Stored data:
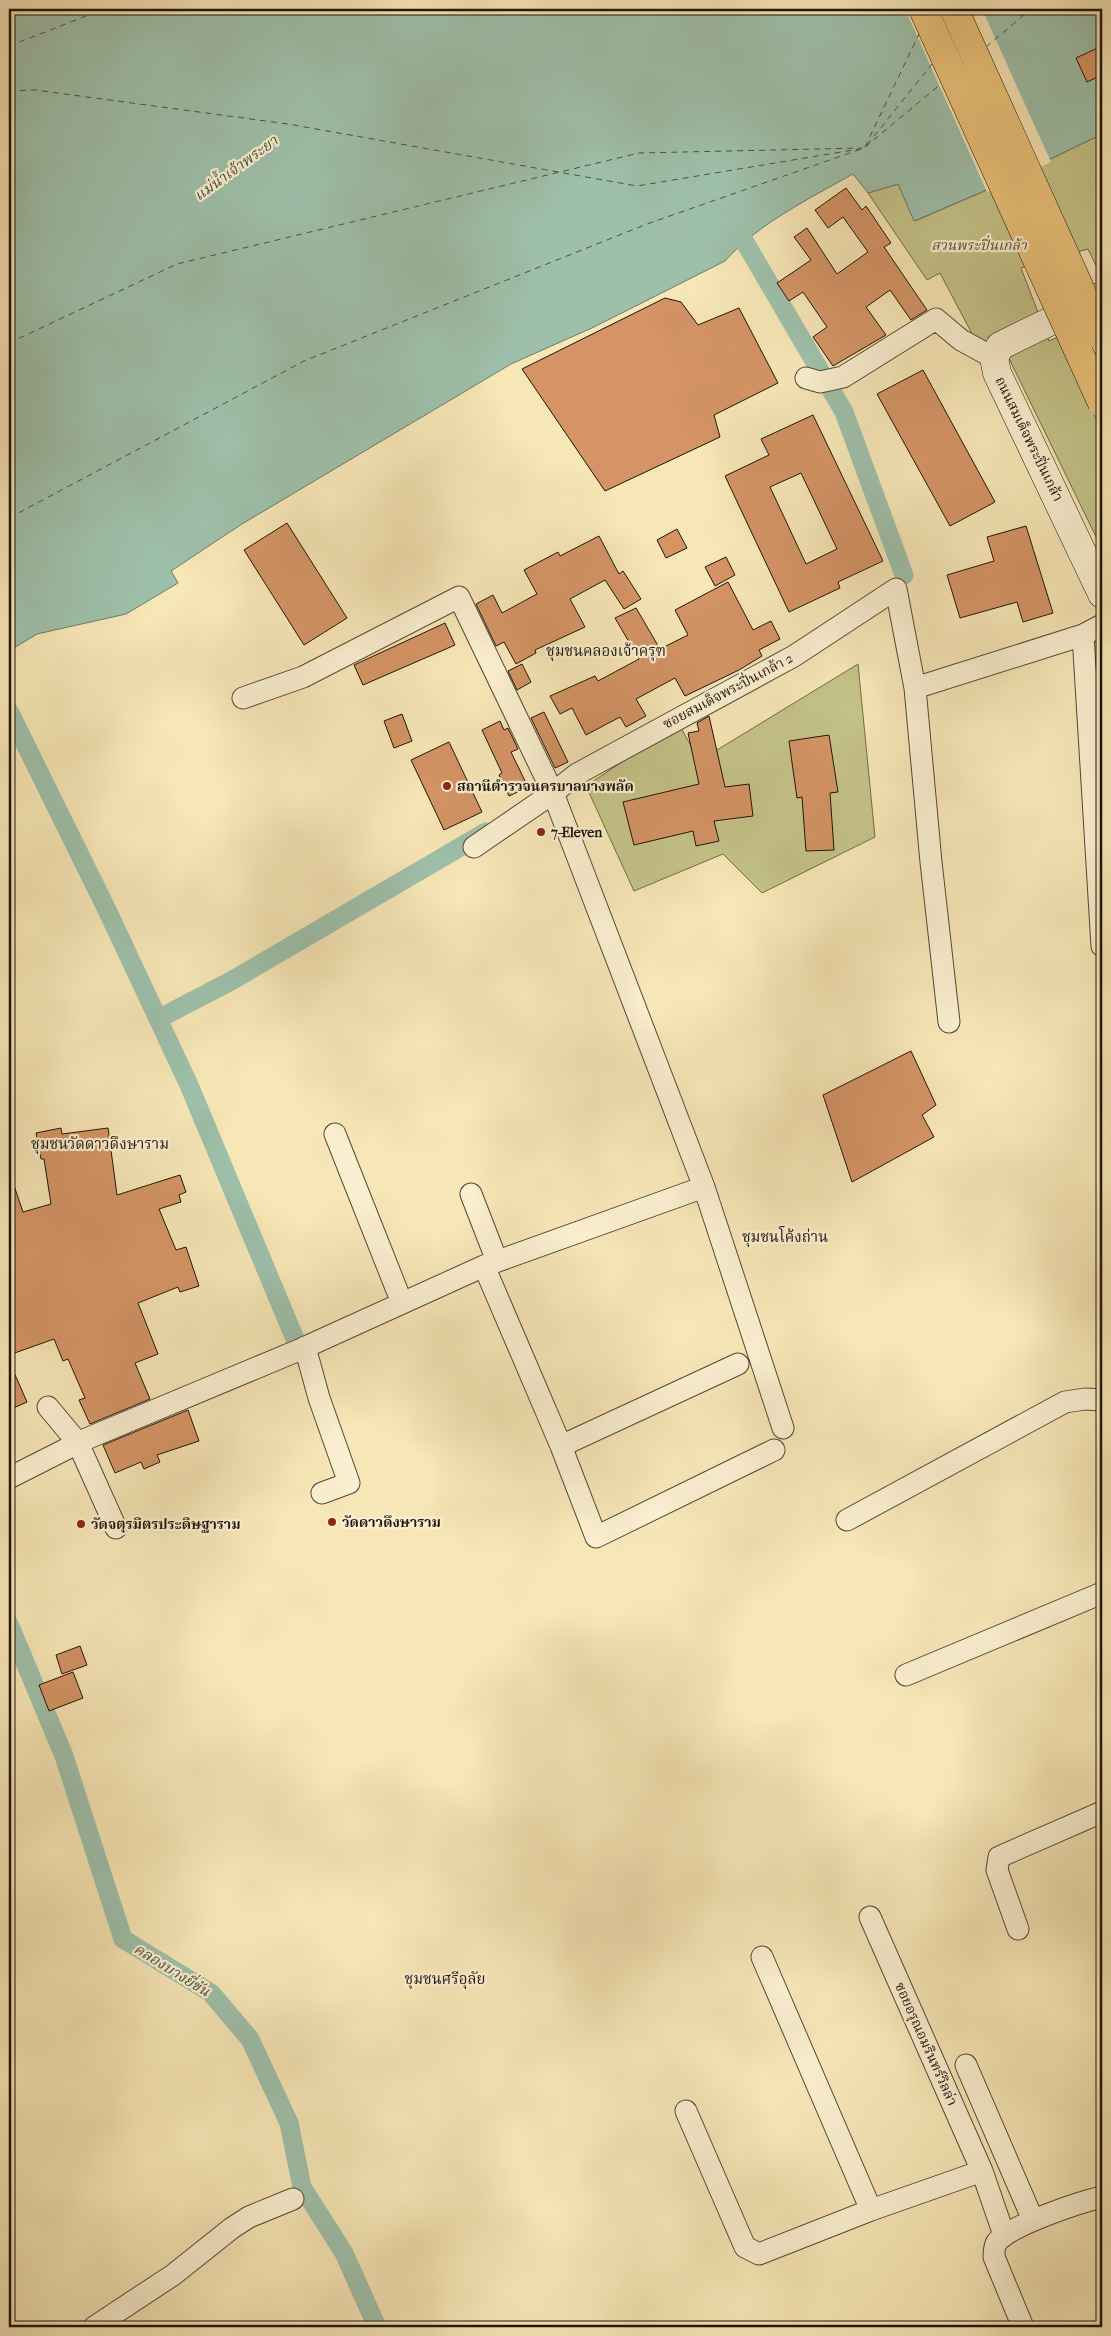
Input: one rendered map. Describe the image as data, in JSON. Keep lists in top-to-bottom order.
{
  "streets": {
    "main road": ["ถนนสมเด็จพระปิ่นเกล้า"],
    "street": ["ซอยสมเด็จพระปิ่นเกล้า 2", "ซอยอรุณอมรินทร์วิลล่า"]
  },
  "districts": [
    "ชุมชนคลองเจ้าครุฑ",
    "ชุมชนวัดดาวดึงษาราม",
    "ชุมชนโค้งถ่าน",
    "ชุมชนศรีอุลัย"
  ],
  "water": ["แม่น้ำเจ้าพระยา", "คลองบางยี่ขัน"],
  "parks": ["สวนพระปิ่นเกล้า"],
  "places": [
    "สถานีตำรวจนครบาลบางพลัด",
    "7-Eleven",
    "วัดดาวดึงษาราม",
    "วัดจตุรมิตรประดิษฐาราม"
  ]
}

Assignment: An exact retyping of the entries, without images, is the required answer.

Your response:
Input: one rendered map. Describe the image as data, in JSON. Keep lists in top-to-bottom order.
{
  "streets": {
    "main road": ["ถนนสมเด็จพระปิ่นเกล้า"],
    "street": ["ซอยสมเด็จพระปิ่นเกล้า 2", "ซอยอรุณอมรินทร์วิลล่า"]
  },
  "districts": [
    "ชุมชนคลองเจ้าครุฑ",
    "ชุมชนวัดดาวดึงษาราม",
    "ชุมชนโค้งถ่าน",
    "ชุมชนศรีอุลัย"
  ],
  "water": ["แม่น้ำเจ้าพระยา", "คลองบางยี่ขัน"],
  "parks": ["สวนพระปิ่นเกล้า"],
  "places": [
    "สถานีตำรวจนครบาลบางพลัด",
    "7-Eleven",
    "วัดดาวดึงษาราม",
    "วัดจตุรมิตรประดิษฐาราม"
  ]
}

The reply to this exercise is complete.